**The task:**
Copy every line in the records below that contains the word "building".

Content starts

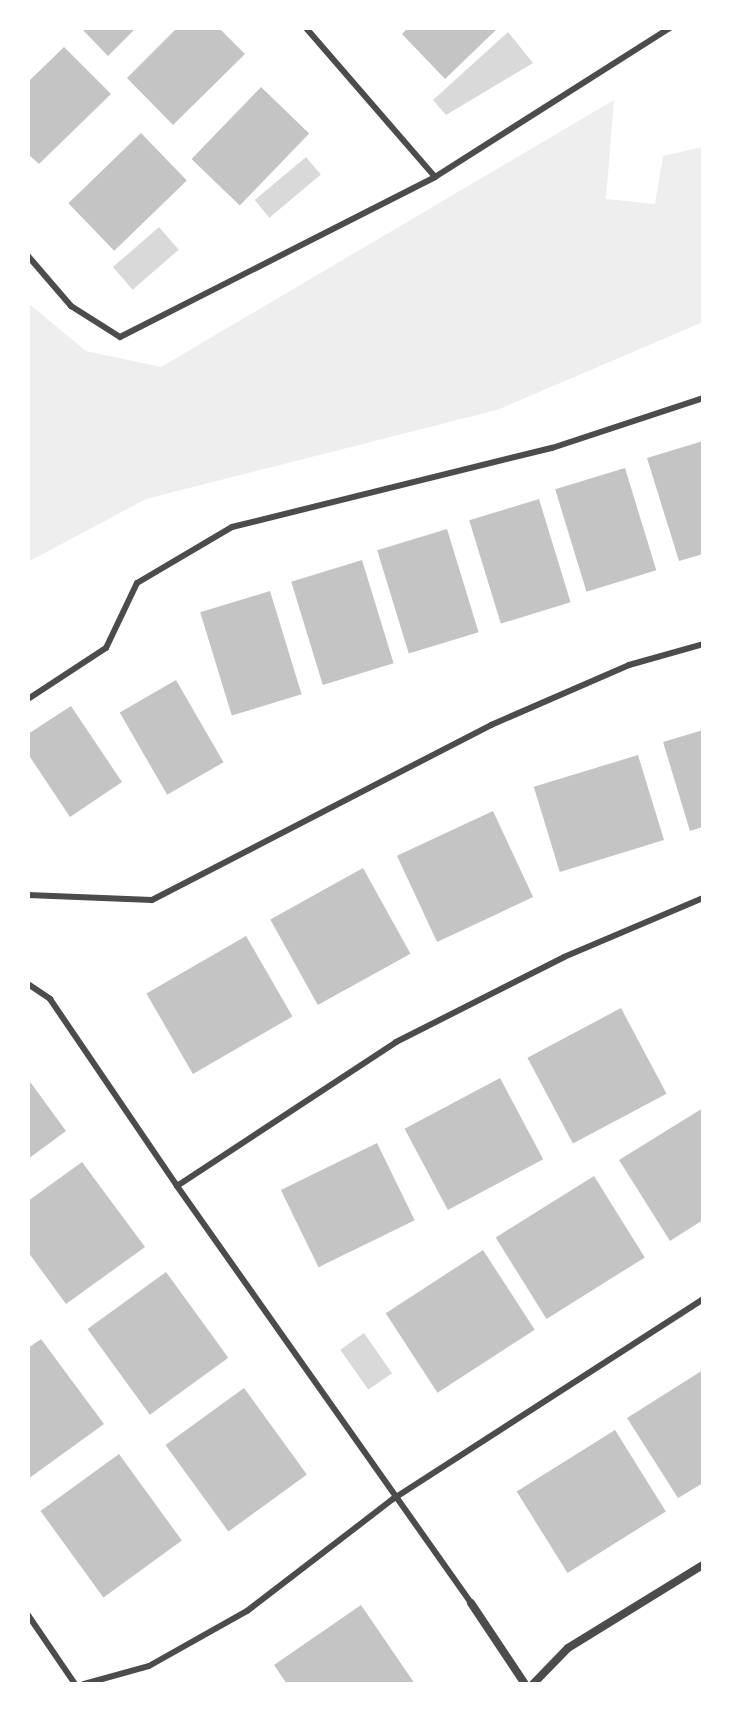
<!DOCTYPE html>
<style>
body{margin:0}
#map{position:relative;width:731px;height:1712px;overflow:hidden;background:#fff;font-family:"PT Sans",sans-serif}
div>[style]{position:absolute}
[style*='--x']{left:calc(var(--x)*1px);top:calc(var(--y)*1px);width:calc(var(--w)*1px);rotate:calc(var(--a)*1deg)}
.green>*{inset:0;background:#eee}
.water>*{inset:0;background:#d9d9d9;transform-origin:0 0}
.building>*{inset:0;background:#c4c4c4;transform-origin:0 0}
.service>*{height:6px;margin:-3px;padding:0 3px;transform-origin:3px;border-radius:3px;background:#4c4c4c}
.minor>*{height:8px;margin:-4px;padding:0 4px;transform-origin:4px;border-radius:4px;background:#4c4c4c}
span{translate:-50% -50%;white-space:nowrap;text-align:center;line-height:1.15;-webkit-text-stroke:6px #fff;paint-order:stroke}
.frame{position:absolute;inset:0;border:30px solid #fff;pointer-events:none}
</style>
<div id="map">
<div class="green">
<div style="clip-path:polygon(614px 100px,606px 199px,655px 204px,663px 156px,703px 147px,703px 322px,497px 410px,146px 499px,28px 562px,28px 303px,86px 351px,161px 367px)"></div>
</div>
<div class="water">
<div style="clip-path:polygon(508px 32px,533px 63px,446px 115px,433px 100px)"></div>
<div style="left:306px;top:157px;width:23px;height:67px;rotate:50deg"></div>
<div style="left:159px;top:227px;width:30px;height:61px;rotate:49deg"></div>
<div style="left:364px;top:1333px;width:49px;height:29px;rotate:55deg"></div>
</div>
<div class="building">
<div style="clip-path:polygon(81px 28px,136px 28px,108px 56px)"></div>
<div style="clip-path:polygon(177px 28px,219px 28px,245px 54px,173px 125px,127px 78px)"></div>
<div style="clip-path:polygon(408px 28px,498px 28px,445px 79px,402px 34px)"></div>
<div style="clip-path:polygon(64px 47px,111px 94px,39px 164px,28px 154px,28px 82px)"></div>
<div style="left:261px;top:87px;width:67px;height:100px;rotate:44deg"></div>
<div style="left:141px;top:133px;width:66px;height:101px;rotate:46deg"></div>
<div style="clip-path:polygon(703px 441px,703px 554px,679px 561px,647px 458px)"></div>
<div style="left:625px;top:468px;width:107px;height:73px;rotate:73deg"></div>
<div style="left:539px;top:499px;width:108px;height:73px;rotate:73deg"></div>
<div style="left:447px;top:529px;width:108px;height:73px;rotate:73deg"></div>
<div style="left:362px;top:560px;width:108px;height:74px;rotate:73deg"></div>
<div style="left:270px;top:591px;width:108px;height:73px;rotate:73deg"></div>
<div style="left:176px;top:680px;width:95px;height:65px;rotate:60deg"></div>
<div style="clip-path:polygon(71px 706px,122px 782px,70px 817px,28px 754px,28px 734px)"></div>
<div style="clip-path:polygon(703px 730px,703px 827px,690px 831px,663px 742px)"></div>
<div style="left:638px;top:755px;width:89px;height:109px;rotate:73deg"></div>
<div style="left:493px;top:811px;width:95px;height:106px;rotate:65deg"></div>
<div style="left:363px;top:868px;width:98px;height:106px;rotate:61deg"></div>
<div style="left:246px;top:936px;width:93px;height:115px;rotate:60deg"></div>
<div style="left:621px;top:1008px;width:97px;height:106px;rotate:62deg"></div>
<div style="left:500px;top:1078px;width:92px;height:108px;rotate:62deg"></div>
<div style="clip-path:polygon(28px 1079px,66px 1131px,28px 1159px)"></div>
<div style="clip-path:polygon(703px 1108px,703px 1220px,670px 1241px,619px 1160px)"></div>
<div style="left:377px;top:1143px;width:86px;height:107px;rotate:64deg"></div>
<div style="clip-path:polygon(82px 1162px,145px 1247px,66px 1304px,28px 1252px,28px 1201px)"></div>
<div style="left:594px;top:1176px;width:96px;height:116px;rotate:58deg"></div>
<div style="left:483px;top:1250px;width:95px;height:116px;rotate:57deg"></div>
<div style="left:166px;top:1272px;width:106px;height:97px;rotate:54deg"></div>
<div style="clip-path:polygon(41px 1339px,104px 1424px,28px 1479px,28px 1348px)"></div>
<div style="clip-path:polygon(703px 1370px,703px 1483px,678px 1498px,627px 1418px)"></div>
<div style="left:244px;top:1388px;width:107px;height:97px;rotate:54deg"></div>
<div style="left:615px;top:1430px;width:96px;height:116px;rotate:58deg"></div>
<div style="left:119px;top:1454px;width:107px;height:97px;rotate:54deg"></div>
<div style="clip-path:polygon(361px 1605px,415px 1684px,287px 1684px,274px 1665px)"></div>
</div>
<div class="service">
<div style="--x:306;--y:28;--w:197;--a:49.1"></div>
<div style="--x:28;--y:256;--w:66;--a:49.3"></div>
<div style="--x:71;--y:306;--w:58;--a:32.3"></div>
<div style="--x:120;--y:337;--w:353;--a:-26.9"></div>
<div style="--x:435;--y:177;--w:278;--a:-32.4"></div>
<div style="--x:28;--y:699;--w:93;--a:-33.2"></div>
<div style="--x:106;--y:648;--w:72;--a:-64.5"></div>
<div style="--x:137;--y:583;--w:110;--a:-30.5"></div>
<div style="--x:232;--y:527;--w:330;--a:-13.9"></div>
<div style="--x:552;--y:448;--w:159;--a:-18.3"></div>
<div style="--x:28;--y:895;--w:124;--a:2.3"></div>
<div style="--x:152;--y:900;--w:382;--a:-27.3"></div>
<div style="--x:491;--y:725;--w:150;--a:-23.5"></div>
<div style="--x:629;--y:665;--w:77;--a:-15.8"></div>
<div style="--x:28;--y:984;--w:27;--a:34"></div>
<div style="--x:50;--y:999;--w:226;--a:55.8"></div>
<div style="--x:177;--y:1186;--w:262;--a:-33.3"></div>
<div style="--x:396;--y:1042;--w:188;--a:-26.8"></div>
<div style="--x:564;--y:957;--w:151;--a:-23"></div>
<div style="--x:177;--y:1186;--w:510;--a:54.81"></div>
<div style="--x:28;--y:1615;--w:83;--a:55.7"></div>
<div style="--x:84;--y:1684;--w:67;--a:-15.5"></div>
<div style="--x:149;--y:1666;--w:112;--a:-29.3"></div>
<div style="--x:247;--y:1611;--w:184;--a:-37.5"></div>
<div style="--x:393;--y:1499;--w:369;--a:-32.8"></div>
</div>
<div class="minor">
<div style="--x:471;--y:1603;--w:97;--a:56.3"></div>
<div style="--x:533;--y:1684;--w:50;--a:-45.8"></div>
<div style="--x:568;--y:1648;--w:158;--a:-31.6"></div>
</div>
<div class="frame"></div>
</div>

Content ends

**Result of this exercise:**
.building>*{inset:0;background:#c4c4c4;transform-origin:0 0}
<div class="building">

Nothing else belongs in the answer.